▶ _TO DO_:
Please return all the records exactly, with nothing left out.

▶ _RECORDS_:
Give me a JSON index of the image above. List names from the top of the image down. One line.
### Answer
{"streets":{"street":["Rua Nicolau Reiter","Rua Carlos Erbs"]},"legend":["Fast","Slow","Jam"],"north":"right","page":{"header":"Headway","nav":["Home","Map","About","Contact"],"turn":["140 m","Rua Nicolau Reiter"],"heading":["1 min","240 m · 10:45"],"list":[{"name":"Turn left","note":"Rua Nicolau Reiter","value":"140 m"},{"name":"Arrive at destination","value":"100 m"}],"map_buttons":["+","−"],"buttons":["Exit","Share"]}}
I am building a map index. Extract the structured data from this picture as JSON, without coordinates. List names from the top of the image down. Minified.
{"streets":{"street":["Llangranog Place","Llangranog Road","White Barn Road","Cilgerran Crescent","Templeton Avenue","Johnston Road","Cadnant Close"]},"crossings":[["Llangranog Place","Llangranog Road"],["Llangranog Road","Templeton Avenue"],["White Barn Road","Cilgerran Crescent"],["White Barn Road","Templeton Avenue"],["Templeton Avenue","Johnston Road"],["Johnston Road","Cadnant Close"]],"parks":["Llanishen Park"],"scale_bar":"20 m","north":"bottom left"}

▶ _ANSWER TO THIS TASK_:
Give me a JSON index of the image above. List names from the top of the image down. One line.
### Answer
{"streets":{"street":["Rua Nicolau Reiter","Rua Carlos Erbs"]},"legend":["Fast","Slow","Jam"],"north":"right","page":{"header":"Headway","nav":["Home","Map","About","Contact"],"turn":["140 m","Rua Nicolau Reiter"],"heading":["1 min","240 m · 10:45"],"list":[{"name":"Turn left","note":"Rua Nicolau Reiter","value":"140 m"},{"name":"Arrive at destination","value":"100 m"}],"map_buttons":["+","−"],"buttons":["Exit","Share"]}}
I am building a map index. Extract the structured data from this picture as JSON, without coordinates. List names from the top of the image down. Minified.
{"streets":{"street":["Llangranog Place","Llangranog Road","White Barn Road","Cilgerran Crescent","Templeton Avenue","Johnston Road","Cadnant Close"]},"crossings":[["Llangranog Place","Llangranog Road"],["Llangranog Road","Templeton Avenue"],["White Barn Road","Cilgerran Crescent"],["White Barn Road","Templeton Avenue"],["Templeton Avenue","Johnston Road"],["Johnston Road","Cadnant Close"]],"parks":["Llanishen Park"],"scale_bar":"20 m","north":"bottom left"}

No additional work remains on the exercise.